Além disso, reforçou que o Brasil busca diálogo, e não confronto, nas relações comerciais.
O ministro das Relações Exteriores, Mauro Vieira, afirmou que o clima da conversa foi “positivo e direto”. Segundo ele, Trump autorizou o início das negociações bilaterais e a primeira rodada deve ocorrer “nas próximas semanas”. Dessa forma, o governo brasileiro espera um gesto prático de reaproximação.
Lei Magnitsky e Venezuela em pauta
Além das tarifas, o diálogo abordou temas delicados. Um deles foi a Lei Magnitsky, instrumento usado pelos EUA para sancionar autoridades estrangeiras.
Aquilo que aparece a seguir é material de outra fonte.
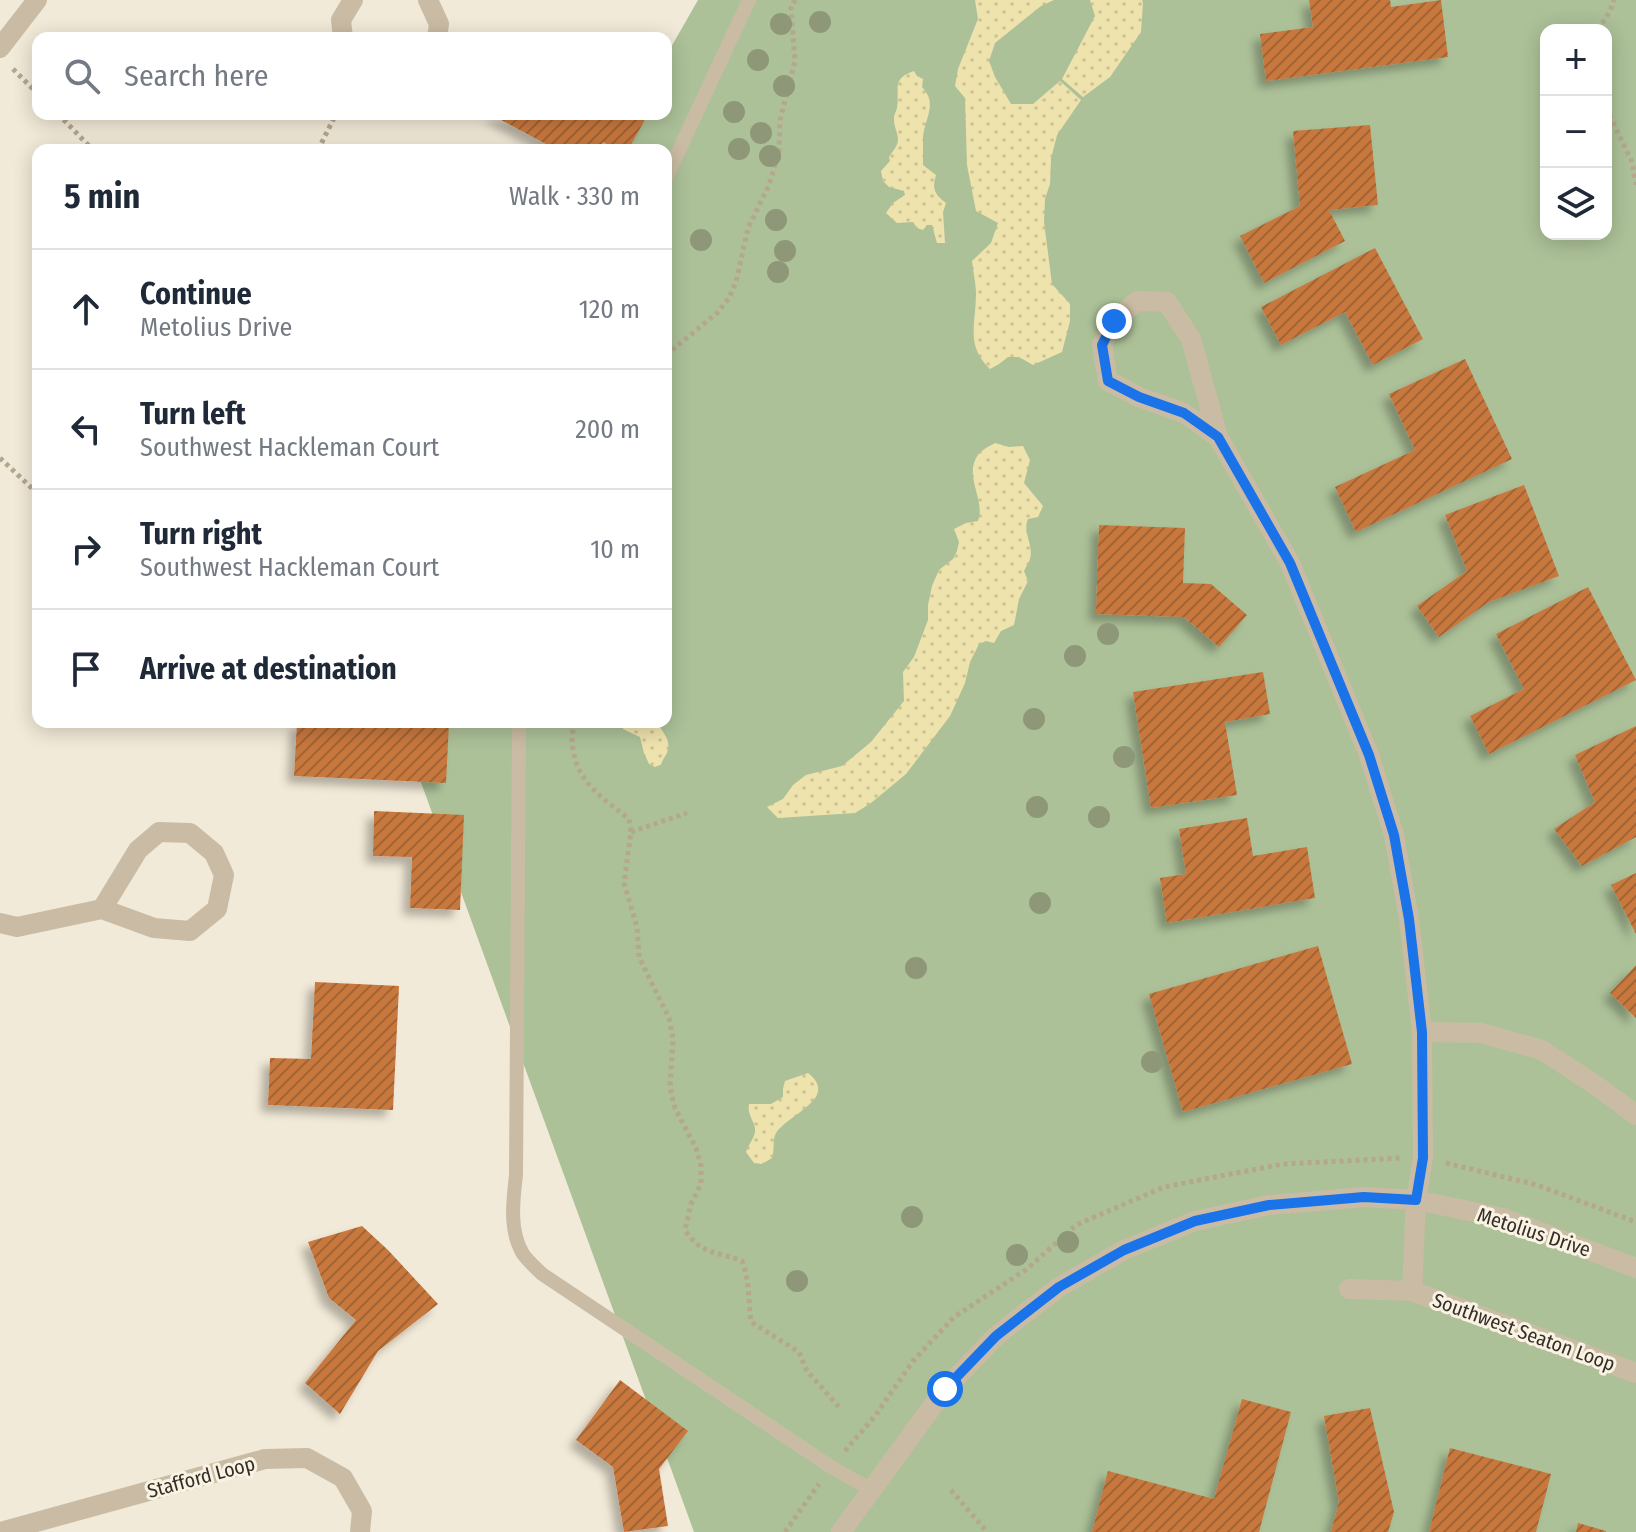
<!DOCTYPE html>
<html lang="en">
<head>
<meta charset="utf-8">
<style>
  :root { --surface:#fff; --page:#f2f2f3; --text:#1f2937; --muted:#747a83; --line:#e0e1e3 }
  body { margin:0; font-family:"Fira Sans Condensed",sans-serif; background:var(--page); color:var(--text) }
  .controls { position:absolute; right:24px; top:24px; display:grid; overflow:hidden; border-radius:16px; box-shadow:0 4px 20px #0003 }
  .controls button { width:72px; height:72px; display:grid; place-items:center; padding:0; border:0; border-bottom:2px solid var(--line); background:var(--surface); color:var(--text); font:40px sans-serif }
  .stop { position:absolute; width:24px; height:24px; margin:-18px; border:6px solid #1a73e8; border-radius:50%; background:#fff }
  .stop.end { background:#1a73e8; border-color:#fff; box-shadow:0 2px 8px #0008 }
  .list { margin:0; padding:0; list-style:none }
  h2 { display:flex; justify-content:space-between; align-items:center; height:104px; margin:0; padding:0 32px; font-size:34px }
  h2 small { font-size:26px; font-weight:400; color:var(--muted) }
  .list li { display:grid; grid-template-columns:52px 1fr auto; gap:24px; align-items:center; box-sizing:border-box; height:120px; padding:0 32px; border-top:2px solid var(--line) }
  .list b { display:block; font-size:30px; white-space:nowrap }
  .list p { margin:0; font-size:26px; white-space:nowrap; color:var(--muted) }
  .list em { font-size:26px; font-style:normal; color:var(--muted) }
  .icon { flex:none; width:44px; height:44px; fill:none; stroke:currentColor; stroke-width:2; stroke-linecap:round; stroke-linejoin:round }
  .map { position:relative; flex:none; width:1636px; height:1532px; overflow:hidden }
  .search { position:absolute; background:var(--surface); box-shadow:0 4px 20px #0003; left:32px; top:32px; width:640px; height:88px; display:flex; align-items:center; gap:20px; box-sizing:border-box; padding:0 28px; border-radius:16px; color:var(--muted); font-size:30px }
  .panel { position:absolute; background:var(--surface); box-shadow:0 4px 20px #0003; left:32px; top:144px; width:640px; height:584px; border-radius:16px }
  .map>svg:first-child { display:block }
  .green { fill:#acc198; fill-rule:evenodd }
  .sand { fill:url(#sand-dots) }
  .building { fill:url(#building-hatch); filter:url(#shadow) }
  .lines { fill:none; stroke-linecap:round; stroke-linejoin:round }
  .path { stroke:#b5a68e; stroke-width:5; stroke-dasharray:4 4; stroke-linecap:butt }
  .service { stroke:#cabca4; stroke-width:14 }
  .minor { stroke:#cabca4; stroke-width:20 }
  .tertiary { stroke:#cabca4; stroke-width:20 }
  .tree { fill:#8e9778 }
  .route { stroke:#1a73e8; stroke-width:10 }
  .labels { text-anchor:middle; stroke-width:6; stroke-linejoin:round; paint-order:stroke }
  .street-label { font-size:20px; fill:#352d26; stroke:#f9f3e4 }
</style>
</head>
<body>
<div class="map">
<svg width="1636" height="1532" viewBox="0 0 1636 1532">
  <defs>
    <pattern id="sand-dots" width="8" height="8" patternUnits="userSpaceOnUse" patternTransform="scale(2)"><rect width="8" height="8" fill="#efe3ad"/><path d="M2 2h.1M6 6h.1" fill="none" stroke="#cec395" stroke-width="1.8" stroke-linecap="round"/></pattern>
    <pattern id="building-hatch" width="6" height="6" patternUnits="userSpaceOnUse" patternTransform="scale(2)"><rect width="6" height="6" fill="#c9783e"/><path d="M-1 1l2-2M0 6l6-6M5 7l2-2" fill="none" stroke="#a46334"/></pattern>
    <filter id="shadow"><feDropShadow dx="-7" dy="7" stdDeviation="4" flood-color="#0004"/></filter>
  </defs>
  <rect width="100%" height="100%" fill="#f2ead8"/>
  <path class="green" d="M 698,0 L 1636,0 L 1636,1532 L 694,1532 L 399,722 L 666,722 L 666,150 L 614,150 L 634,114 L 666,114 L 666,56 ZM 1546,30 L 1606,30 L 1606,234 L 1546,234 Z"/>
  <path class="sand" d="M 975,0 L 1054,0 L 1041,6 L 995,43 L 989,61 L 995,77 L 1011,104 L 1033,104 L 1060,81 L 1081,100 L 1057,135 L 1051,159 L 1050,184 L 1045,199 L 1044,222 L 1052,284 L 1070,304 L 1070,321 L 1062,352 L 1033,365 L 1019,357 L 1008,357 L 999,364 L 990,369 C 965,345 976,324 976,294 C 976,283 973,271 972,261 L 991,243 L 998,223 L 976,211 L 967,165 L 965,98 L 955,86 L 958,69 L 978,19 Z
    M 1090,0 L 1142,0 L 1143,3 L 1141,32 L 1110,77 L 1083,97 L 1062,79 L 1095,16 Z
    M 914,71 L 917,76 L 923,79 L 922,87 C 938,104 925,117 923,137 C 923,146 923,156 923,165 L 936,175 C 932,189 934,194 946,203 L 943,212 L 945,243 L 937,243 L 932,225 L 927,225 L 923,230 L 917,228 L 913,222 L 897,223 L 886,213 L 893,203 L 905,195 L 904,191 L 889,187 L 883,181 L 881,171 L 890,161 L 889,157 C 892,152 898,146 898,140 C 898,133 894,127 894,120 C 894,113 895,115 897,108 C 900,88 891,79 914,71 Z
    M 995,443 L 1009,447 L 1023,446 L 1030,460 L 1024,483 L 1043,506 L 1038,517 L 1028,519 C 1022,532 1034,545 1030,559 C 1030,560 1025,569 1024,571 L 1028,581 L 1019,599 L 1014,625 L 1001,631 L 994,643 L 986,641 L 979,644 L 970,662 L 965,683 L 950,716 L 906,774 L 871,803 L 855,813 L 778,818 L 767,807 L 783,799 L 793,785 L 806,775 L 842,766 L 871,742 L 904,701 L 903,672 L 914,657 L 928,620 L 928,605 L 932,586 L 939,570 L 953,559 L 957,551 L 959,542 L 954,529 L 966,523 L 978,521 C 986,500 963,476 978,455 C 981,450 990,446 995,443 Z
    M 624,722 L 657,722 C 665,736 674,743 664,758 C 659,767 664,763 655,767 L 649,764 L 644,753 L 640,737 L 623,729 Z
    M 808,1073 C 840,1098 788,1114 776,1133 C 772,1141 775,1150 772,1158 L 762,1164 L 754,1163 L 746,1152 C 748,1145 754,1139 755,1132 C 756,1121 747,1117 749,1104 L 771,1104 L 783,1097 L 783,1089 L 785,1081 Z"/>
  <path class="building" d="M 1309,0 L 1390,0 L 1391,7 L 1441,0 L 1448,57 L 1266,81 L 1260,34 L 1313,27 Z
    M 490,114 L 648,114 L 628,150 L 617,150 L 603,142 L 599,150 L 557,150 Z
    M 1370,125 L 1378,205 L 1329,210 L 1345,241 L 1264,283 L 1240,236 L 1300,206 L 1293,131 Z
    M 1375,248 L 1423,339 L 1373,365 L 1345,312 L 1281,345 L 1261,307 Z
    M 1465,359 L 1512,459 L 1356,532 L 1335,487 L 1415,450 L 1389,394 Z
    M 1524,485 L 1559,576 L 1489,602 L 1439,637 L 1417,606 L 1467,571 L 1445,515 Z
    M 1099,525 L 1185,528 L 1183,583 L 1211,584 L 1247,615 L 1219,647 L 1184,617 L 1096,614 Z
    M 1588,587 L 1636,680 L 1489,754 L 1470,716 L 1524,689 L 1496,634 Z
    M 1263,672 L 1270,714 L 1225,722 L 1237,795 L 1151,808 L 1133,692 Z
    M 297,722 L 449,723 L 446,783 L 294,776 Z
    M 1636,726 L 1636,837 L 1582,866 L 1554,829 L 1595,802 L 1575,755 Z
    M 374,811 L 464,815 L 460,910 L 410,908 L 412,857 L 373,856 Z
    M 1247,818 L 1253,856 L 1307,847 L 1315,898 L 1167,923 L 1160,878 L 1186,874 L 1179,829 Z
    M 1636,873 L 1636,934 L 1611,885 Z
    M 1318,946 L 1352,1064 L 1183,1112 L 1149,994 Z
    M 1636,965 L 1636,1018 L 1610,993 Z
    M 315,982 L 399,986 L 393,1110 L 268,1105 L 270,1058 L 311,1059 Z
    M 362,1226 L 388,1250 L 438,1304 L 378,1351 L 340,1414 L 305,1383 L 356,1320 L 329,1298 L 308,1242 Z
    M 620,1380 L 688,1431 L 659,1469 L 668,1526 L 624,1532 L 613,1467 L 576,1440 Z
    M 1242,1399 L 1291,1412 L 1259,1532 L 1092,1532 L 1108,1471 L 1214,1499 Z
    M 1370,1408 L 1394,1512 L 1388,1532 L 1331,1532 L 1339,1502 L 1324,1416 Z
    M 1450,1448 L 1551,1474 L 1536,1532 L 1429,1532 Z
    M 1578,1523 L 1606,1531 L 1606,1532 L 1576,1532 Z"/>
  <g class="lines">
    <path class="path" d="M 1598,30 L 1610,11 L 1614,0
      M 13,69 L 38,94
      M 1606,108 L 1632,162 L 1636,185
      M 58,114 L 93,150
      M 318,150 L 336,114
      M 666,355 L 717,313 L 729,298 L 736,282 L 748,228 L 769,185 L 779,152 L 780,120 L 795,61 L 791,8 L 795,0
      M 0,458 L 38,494
      M 574,722 C 573,730 571,740 573,749 C 578,784 603,798 629,819 L 631,832 L 624,883 L 637,927 L 639,957 L 669,1018 L 673,1039 L 670,1088 L 675,1108 L 696,1148 L 701,1166 L 701,1184 L 691,1204 L 685,1230 C 701,1255 716,1251 742,1261 C 750,1281 748,1301 751,1322 L 799,1352 L 807,1371 L 839,1407
      M 631,832 L 687,813
      M 1446,1163 L 1537,1185 L 1636,1222
      M 845,1451 L 875,1416 L 913,1361 L 954,1317 L 1027,1269 L 1076,1225 L 1164,1187 L 1283,1164 L 1401,1158
      M 951,1490 L 987,1532
      M 785,1532 L 819,1484"/>
    <path class="service" d="M 666,178 L 749,0
      M 519,722 L 516,1175 C 513,1201 509,1231 523,1254 C 528,1261 536,1268 542,1274 L 831,1467 L 872,1490"/>
    <path class="minor" d="M 428,0 L 439,24 L 437,38
      M 343,38 L 341,20 L 353,0
      M 0,48 L 37,0
      M 1218,437 L 1184,413 L 1139,397 L 1108,381 L 1102,345 L 1114,321 L 1137,301 L 1167,302 L 1191,339 L 1218,437 L 1290,563 L 1369,755 L 1394,835 L 1409,919 L 1422,1032 L 1423,1158 L 1416,1200 L 1412,1291
      M 0,923 L 17,927 L 102,909 L 154,928 L 190,931 L 217,909 L 224,875 L 214,853 L 190,833 L 159,832 L 138,850 L 102,909
      M 1422,1032 L 1481,1033 L 1542,1050 L 1597,1086 L 1636,1115
      M 1349,1289 L 1412,1291 L 1636,1373
      M 0,1532 L 265,1459 L 307,1458 L 343,1478 L 362,1511 L 360,1532"/>
    <path class="tertiary" d="M 841,1532 L 945,1389 L 996,1336 L 1059,1287 L 1124,1250 L 1195,1221 L 1269,1205 L 1364,1197 L 1416,1200 L 1503,1218 L 1636,1268"/>
  </g>
  <g class="tree">
    <circle cx="820" cy="22" r="11"/>
    <circle cx="781" cy="24" r="11"/>
    <circle cx="758" cy="60" r="11"/>
    <circle cx="784" cy="86" r="11"/>
    <circle cx="734" cy="112" r="11"/>
    <circle cx="761" cy="133" r="11"/>
    <circle cx="739" cy="149" r="11"/>
    <circle cx="770" cy="156" r="11"/>
    <circle cx="776" cy="220" r="11"/>
    <circle cx="701" cy="240" r="11"/>
    <circle cx="785" cy="251" r="11"/>
    <circle cx="778" cy="272" r="11"/>
    <circle cx="1108" cy="634" r="11"/>
    <circle cx="1075" cy="656" r="11"/>
    <circle cx="1034" cy="719" r="11"/>
    <circle cx="1124" cy="757" r="11"/>
    <circle cx="1037" cy="807" r="11"/>
    <circle cx="1099" cy="817" r="11"/>
    <circle cx="1040" cy="903" r="11"/>
    <circle cx="916" cy="968" r="11"/>
    <circle cx="1152" cy="1062" r="11"/>
    <circle cx="912" cy="1217" r="11"/>
    <circle cx="1068" cy="1242" r="11"/>
    <circle cx="1017" cy="1255" r="11"/>
    <circle cx="797" cy="1281" r="11"/>
  </g>
  <g class="lines">
    <path class="route" d="M 945,1389 L 996,1336 L 1059,1287 L 1124,1250 L 1195,1221 L 1269,1205 L 1364,1197 L 1416,1200 L 1423,1158 L 1422,1032 L 1409,919 L 1394,835 L 1369,755 L 1290,563 L 1218,437 L 1184,413 L 1139,397 L 1108,381 L 1102,345 L 1114,321"/>
  </g>
  <g class="labels">
    <g class="street-label">
      <text transform="translate(1534 1232) rotate(18)" y="7">Metolius Drive</text>
      <text transform="translate(1524 1332) rotate(20)" y="7">Southwest Seaton Loop</text>
      <text transform="translate(201 1477) rotate(-15)" y="7">Stafford Loop</text>
    </g>
  </g>
</svg>
<div class="controls">
<button>+</button>
<button>−</button>
<button><svg class="icon" aria-label="layers" viewBox="0 0 24 24"><path d="M12 4l9 5-9 5-9-5zM3 14l9 5 9-5"/></svg></button>
</div>
<div class="stop" style="left:945px;top:1389px"></div>
<div class="stop end" style="left:1114px;top:321px"></div>
<div class="search"><svg class="icon" aria-label="search" viewBox="0 0 24 24"><circle cx="10" cy="10" r="6"/><path d="M15 15l6 6"/></svg>Search here</div>
<section class="panel">
<h2>5 min<small>Walk · 330 m</small></h2>
<ul class="list">
<li><svg class="icon" aria-label="ahead" viewBox="0 0 24 24"><path d="M12 20V5M6 11l6-6 6 6"/></svg><div><b>Continue</b><p>Metolius Drive</p></div><em>120 m</em></li>
<li><svg class="icon" aria-label="left" viewBox="0 0 24 24"><path d="M17 20v-9H6M10 6l-5 5 5 5"/></svg><div><b>Turn left</b><p>Southwest Hackleman Court</p></div><em>200 m</em></li>
<li><svg class="icon" aria-label="right" viewBox="0 0 24 24"><path d="M7 20v-9h11M14 6l5 5-5 5"/></svg><div><b>Turn right</b><p>Southwest Hackleman Court</p></div><em>10 m</em></li>
<li><svg class="icon" aria-label="arrive" viewBox="0 0 24 24"><path d="M6 21V4h12l-3 4 3 4H6"/></svg><div><b>Arrive at destination</b></div></li>
</ul>
</section>
</div>
</body>
</html>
Parte dessas sanções atingiu ministros e magistrados brasileiros nos últimos meses.
Lula defendeu que medidas desse tipo precisam ser revistas, pois ferem a soberania nacional.
Outro ponto de discussão foi a crise política na Venezuela. O petista defendeu a via diplomática e o respeito à autodeterminação dos povos. Trump, por sua vez, reafirmou que “liberdade e democracia na América Latina continuam sendo prioridades” de seu governo.
Sinal de reaproximação
Nos bastidores, diplomatas dos dois países classificaram o encontro como um gesto pragmático e necessário. Após meses de tensão, a reunião sinaliza que ambos os governos estão dispostos a reconstruir pontes.
O Brasil, por sua vez, vê no diálogo uma oportunidade de recuperar mercados e aliviar pressões comerciais.
Enquanto isso, nos Estados Unidos, assessores de Trump enxergam Lula como um negociador experiente e capaz de manter estabilidade política na região.
“O presidente Trump demonstrou disposição em buscar um caminho equilibrado. O Brasil tem interesse em restabelecer a confiança mútua”, disse uma fonte do Itamaraty.
O que vem pela frente
As equipes técnicas dos dois países devem se reunir ainda neste trimestre. O objetivo é definir prazos e estratégias para reduzir as tarifas. Caso o consenso avance, um anúncio conjunto pode ocorrer em dezembro.
Além disso, o comentário de Trump sobre a Lava Jato repercute fortemente no Brasil e reacende o debate sobre a politização do Judiciário.
Por fim, o encontro marca um novo capítulo da diplomacia brasileira. Lula tenta equilibrar pragmatismo econômico e defesa da soberania, enquanto Trump busca fortalecer sua imagem de negociador global.